(Information shown begins)

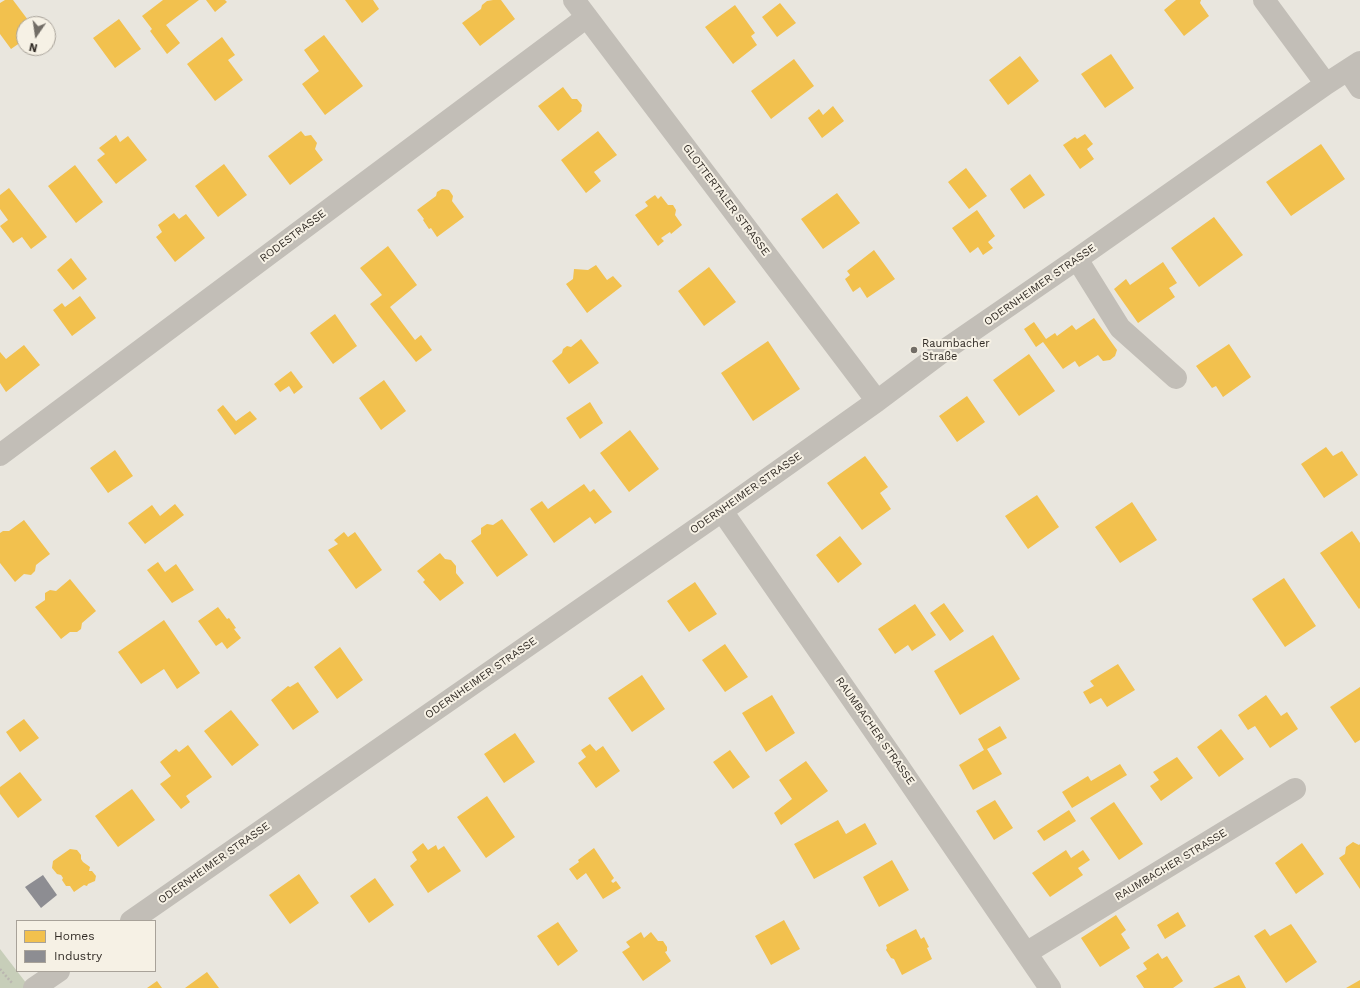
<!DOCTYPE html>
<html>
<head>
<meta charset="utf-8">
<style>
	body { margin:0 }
	#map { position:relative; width:1360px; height:988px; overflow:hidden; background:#e9e6de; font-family:"Work Sans",sans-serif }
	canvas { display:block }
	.legend { position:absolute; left:16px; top:920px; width:140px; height:52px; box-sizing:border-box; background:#f6f1e5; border:1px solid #a8a299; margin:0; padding:5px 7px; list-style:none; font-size:12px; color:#322c26 }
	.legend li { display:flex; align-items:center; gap:8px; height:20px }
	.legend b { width:20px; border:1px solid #a8a299 }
	.north { position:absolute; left:16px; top:16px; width:40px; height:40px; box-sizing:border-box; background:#f6f1e5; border:1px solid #a8a299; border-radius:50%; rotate:193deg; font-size:11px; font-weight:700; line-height:16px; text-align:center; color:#322c26 }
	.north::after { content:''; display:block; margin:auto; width:14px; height:18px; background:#726d66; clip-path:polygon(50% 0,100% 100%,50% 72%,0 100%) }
</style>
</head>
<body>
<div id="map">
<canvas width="1360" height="988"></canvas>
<ul class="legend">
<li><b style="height:11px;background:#f2c14e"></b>Homes</li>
<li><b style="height:11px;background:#8d8d92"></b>Industry</li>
</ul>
<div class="north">N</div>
</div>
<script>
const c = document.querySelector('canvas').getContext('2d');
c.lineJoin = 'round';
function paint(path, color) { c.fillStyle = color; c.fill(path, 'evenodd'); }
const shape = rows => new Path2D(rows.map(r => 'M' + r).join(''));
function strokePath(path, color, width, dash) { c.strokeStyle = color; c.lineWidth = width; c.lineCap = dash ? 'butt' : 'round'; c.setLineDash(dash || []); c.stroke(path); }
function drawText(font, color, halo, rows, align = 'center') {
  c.font = font + ' "Work Sans",sans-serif'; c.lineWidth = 4; c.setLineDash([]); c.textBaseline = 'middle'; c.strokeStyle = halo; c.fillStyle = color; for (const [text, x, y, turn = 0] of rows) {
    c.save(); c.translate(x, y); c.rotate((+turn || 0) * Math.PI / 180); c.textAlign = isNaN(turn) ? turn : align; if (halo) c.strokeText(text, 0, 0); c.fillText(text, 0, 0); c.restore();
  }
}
paint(shape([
	[0,949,30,988,0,988]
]), '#c7ceb9');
paint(shape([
	[5,0,13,0,31,24,24,24,24,40,11,49,0,34,0,3],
	[163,0,199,0,166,25,180,43,167,54,150,31,152,29,142,16],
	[206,0,225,0,227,2,215,12],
	[345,0,373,0,379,9,362,23],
	[493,0,501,0,515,19,480,46,462,23,481,9,482,5,487,1],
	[1176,0,1201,0,1200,3,1209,16,1184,36,1164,10],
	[780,3,796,23,777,37,762,17],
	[735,5,755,33,751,36,757,45,733,64,705,27],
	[119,19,141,49,115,68,93,38],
	[324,35,363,86,325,115,302,84,319,71,304,50],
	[222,37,235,55,228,60,243,80,215,101,187,64],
	[1111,54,1134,88,1105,108,1081,74],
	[1020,56,1039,81,1008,105,989,80],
	[794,59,814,86,771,119,751,91],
	[563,87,572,99,577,99,582,105,581,110,582,111,558,131,538,106],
	[833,106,844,121,822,138,808,118,819,109,823,115],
	[301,131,305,136,311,135,317,143,315,149,323,160,290,185,268,156],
	[598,131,617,155,594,172,601,181,586,193,561,160],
	[1085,134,1093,144,1087,149,1094,159,1080,169,1063,145,1075,137,1077,139],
	[116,135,120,142,128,136,147,160,116,184,97,160,105,154,99,148],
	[1321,144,1345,179,1291,216,1266,182],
	[224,164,247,195,218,217,195,186],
	[75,165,103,202,76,223,48,186],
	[966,168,987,196,969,209,948,182],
	[1030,174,1045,195,1024,209,1010,189],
	[9,188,47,237,31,249,22,237,13,243,0,226,8,220,0,209,0,195],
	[442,189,449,190,453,196,452,201,464,217,437,237,431,228,429,229,423,220,424,219,417,210,436,196,437,192],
	[837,193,860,223,823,249,801,219],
	[655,195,658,199,661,196,668,205,673,205,676,210,675,215,682,225,671,234,670,232,661,238,664,241,658,246,635,215,648,206,645,202],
	[977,210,995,236,988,242,993,248,983,255,978,247,970,253,952,228],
	[174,213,179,219,186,214,205,238,175,262,156,237,162,232,158,225],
	[1214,217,1243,255,1199,287,1171,248],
	[388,246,417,285,390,307,415,340,421,335,432,350,416,362,370,304,382,295,360,268],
	[874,250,895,279,867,298,860,287,853,292,845,279,850,275,847,271],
	[71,258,87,279,73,290,57,270],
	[1163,262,1177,283,1169,288,1175,297,1138,323,1114,289,1126,279,1130,285],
	[596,265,607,280,613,276,622,286,587,313,566,284,573,279,574,269,588,270],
	[709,267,736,302,704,326,678,291],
	[80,296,96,318,72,336,53,310,62,303,65,307],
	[335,314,357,346,333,364,310,333],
	[1094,318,1117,350,1115,356,1110,360,1103,361,1098,355,1079,367,1075,361,1063,369,1043,342,1036,347,1024,329,1034,322,1046,339,1055,333,1057,336,1072,325,1076,330],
	[581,339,599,363,569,384,552,361,562,353,563,349,567,346,571,347],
	[768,341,800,389,753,421,721,373],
	[1229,344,1251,377,1223,397,1216,386,1212,388,1196,366],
	[24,345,40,365,6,392,0,383,0,352,6,359],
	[1029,354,1055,391,1019,416,993,380],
	[291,371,303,387,294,394,289,386,280,392,274,384],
	[384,380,406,411,381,430,359,398],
	[967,396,985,422,957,442,939,416],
	[590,402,603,423,580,439,566,418],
	[223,405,236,421,250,411,257,419,235,435,217,410],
	[630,430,659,469,629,492,600,453],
	[1326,447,1333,456,1342,451,1358,475,1324,498,1301,464],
	[115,450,133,476,108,493,90,468],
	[865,456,888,487,880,493,891,509,862,530,827,483],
	[584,484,590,492,594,489,612,512,595,524,590,517,554,543,530,509,542,501,548,509],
	[1037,495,1059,527,1028,549,1005,516],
	[1132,502,1157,540,1120,563,1095,527],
	[175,504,184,515,145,544,128,523,152,505,160,516],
	[502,519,528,555,497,577,471,541,481,534,481,528,487,524,493,525],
	[24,520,50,554,36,565,35,571,31,575,24,574,15,582,0,563,0,533,3,531,9,531],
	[1352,531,1360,543,1360,608,1359,609,1320,553],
	[344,532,348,537,355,532,382,570,356,589,328,550,338,544,334,540],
	[840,536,862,564,838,583,816,555],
	[440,553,445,559,451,560,456,566,456,573,464,583,440,601,423,582,425,580,417,571],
	[158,562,165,572,176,564,194,590,172,603,147,570],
	[1284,578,1316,626,1285,647,1252,599],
	[70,579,96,611,82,623,81,629,77,632,70,632,61,639,35,607,45,600,45,593,50,590,56,591],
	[695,582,717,614,689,632,667,601],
	[944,603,964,631,950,641,930,613],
	[915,604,936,635,912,651,908,645,895,654,878,629],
	[218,607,227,619,229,618,236,628,234,629,241,638,227,649,222,642,216,646,198,621],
	[164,620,200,673,177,689,164,669,141,684,118,652],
	[993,635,1020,679,960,715,934,671],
	[725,644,748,677,725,692,702,660],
	[340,647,363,680,337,699,314,667],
	[1118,664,1135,690,1107,707,1101,698,1090,704,1083,692,1094,686,1090,681],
	[642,675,665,709,632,732,608,698],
	[298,682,319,712,293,730,271,700,288,686,290,687],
	[1360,687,1360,740,1355,743,1330,707],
	[772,695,795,733,766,752,742,713],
	[1266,695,1281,716,1287,712,1298,729,1270,748,1255,726,1248,730,1238,715],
	[231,710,259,745,232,766,204,731],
	[24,719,39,738,20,752,6,732],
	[1000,726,1007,738,987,749,1002,774,973,790,959,765,984,750,978,739],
	[1221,729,1244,759,1219,777,1197,747],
	[515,733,535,762,504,783,484,754],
	[590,744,596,751,603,746,620,771,596,788,578,763,586,757,581,750],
	[188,745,212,777,186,796,190,802,181,809,160,784,171,776,160,762,176,749,179,752],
	[730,750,750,777,733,789,713,762],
	[1177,757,1193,778,1161,801,1150,786,1159,780,1153,772],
	[806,761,828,791,781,825,774,813,792,799,779,780],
	[1120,764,1127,775,1072,808,1062,792,1088,776,1091,781],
	[20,772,42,800,18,818,0,794,0,787],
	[132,789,155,820,118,847,95,816],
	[487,796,515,837,486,858,457,817],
	[995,800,1013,828,994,840,976,811],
	[1114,802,1143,844,1119,860,1090,818],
	[1069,810,1076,821,1044,841,1037,831],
	[838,820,846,834,865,823,877,844,814,879,794,844],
	[1353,842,1359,845,1360,844,1360,889,1339,858,1345,854,1346,847],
	[423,843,428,850,436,845,438,850,444,846,461,871,428,893,410,866,417,860,412,852],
	[1302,843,1324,874,1296,894,1275,863],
	[594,848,614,878,611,881,613,883,616,881,621,888,603,899,586,873,577,880,569,869,579,862,578,860],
	[70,849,77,850,81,855,81,859,83,862,90,867,89,871,92,871,96,876,95,881,88,884,87,886,84,885,74,892,70,886,66,886,62,880,63,878,61,875,57,874,52,868,53,861],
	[1066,850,1071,858,1083,850,1090,860,1078,868,1083,875,1050,897,1032,873],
	[892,860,909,890,879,907,863,877],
	[299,874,319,903,290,924,269,895],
	[375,878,394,905,369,923,350,896],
	[1178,912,1186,926,1165,939,1157,925],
	[1116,915,1126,930,1121,934,1130,948,1100,967,1081,938],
	[784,920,800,949,771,965,755,936],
	[558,922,578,951,558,966,537,936],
	[1291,924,1317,962,1286,983,1254,936,1265,929,1270,936],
	[916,929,921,939,924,937,929,947,927,948,932,959,902,975,894,959,891,958,886,950,887,948,886,945],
	[641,932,644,938,651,932,658,941,663,941,667,947,667,951,665,952,671,961,643,981,622,952,630,947,626,942],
	[1158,953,1162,959,1167,956,1183,981,1173,988,1144,988,1136,976,1147,969,1143,963],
	[207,972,219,988,185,988],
	[1239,975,1246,988,1213,988],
	[1360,980,1360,988,1346,988],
	[157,981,162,988,147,988]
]), '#f2c14e');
paint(shape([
	[43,875,57,895,41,908,25,887]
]), '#8d8d92');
strokePath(shape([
	[0,969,12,983]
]), '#bab6b0', 2.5, [2, 2]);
strokePath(shape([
	[574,0,877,401],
	[1264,0,1326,84],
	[1348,70,1360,88],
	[1077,259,1120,328,1176,378],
	[0,455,587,17],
	[722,511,897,764,1050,988],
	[131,921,722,511,877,401,949,347,1077,259,1326,84,1360,62],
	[1026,953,1295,789],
	[34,988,59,971]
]), '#c2beb7', 22);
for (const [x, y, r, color] of [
	[914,350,4,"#726d66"]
]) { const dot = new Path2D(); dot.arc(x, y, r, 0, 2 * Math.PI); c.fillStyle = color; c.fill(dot); strokePath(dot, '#f6f1e5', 1.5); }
drawText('11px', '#322c26', '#f6f1e5', [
	["GLOTTERTALER STRASSE",726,200,53],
	["RODESTRASSE",293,236,-37],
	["ODERNHEIMER STRASSE",1040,285,-35],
	["ODERNHEIMER STRASSE",746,493,-35],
	["ODERNHEIMER STRASSE",481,678,-35],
	["RAUMBACHER STRASSE",875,731,55],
	["ODERNHEIMER STRASSE",214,863,-35],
	["RAUMBACHER STRASSE",1171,865,-31]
]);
drawText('11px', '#322c26', '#f6f1e5', [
	["Raumbacher",922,344],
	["Straße",922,357]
], 'left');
</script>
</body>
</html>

(Information shown ends)

Problem requirements: Go back to the entries above and restate word for word every line from the first through the one that contains "function drawText(font, color, halo, rows, align", leaving the pictures behind.

Written answer:
<!DOCTYPE html>
<html>
<head>
<meta charset="utf-8">
<style>
	body { margin:0 }
	#map { position:relative; width:1360px; height:988px; overflow:hidden; background:#e9e6de; font-family:"Work Sans",sans-serif }
	canvas { display:block }
	.legend { position:absolute; left:16px; top:920px; width:140px; height:52px; box-sizing:border-box; background:#f6f1e5; border:1px solid #a8a299; margin:0; padding:5px 7px; list-style:none; font-size:12px; color:#322c26 }
	.legend li { display:flex; align-items:center; gap:8px; height:20px }
	.legend b { width:20px; border:1px solid #a8a299 }
	.north { position:absolute; left:16px; top:16px; width:40px; height:40px; box-sizing:border-box; background:#f6f1e5; border:1px solid #a8a299; border-radius:50%; rotate:193deg; font-size:11px; font-weight:700; line-height:16px; text-align:center; color:#322c26 }
	.north::after { content:''; display:block; margin:auto; width:14px; height:18px; background:#726d66; clip-path:polygon(50% 0,100% 100%,50% 72%,0 100%) }
</style>
</head>
<body>
<div id="map">
<canvas width="1360" height="988"></canvas>
<ul class="legend">
<li><b style="height:11px;background:#f2c14e"></b>Homes</li>
<li><b style="height:11px;background:#8d8d92"></b>Industry</li>
</ul>
<div class="north">N</div>
</div>
<script>
const c = document.querySelector('canvas').getContext('2d');
c.lineJoin = 'round';
function paint(path, color) { c.fillStyle = color; c.fill(path, 'evenodd'); }
const shape = rows => new Path2D(rows.map(r => 'M' + r).join(''));
function strokePath(path, color, width, dash) { c.strokeStyle = color; c.lineWidth = width; c.lineCap = dash ? 'butt' : 'round'; c.setLineDash(dash || []); c.stroke(path); }
function drawText(font, color, halo, rows, align = 'center') {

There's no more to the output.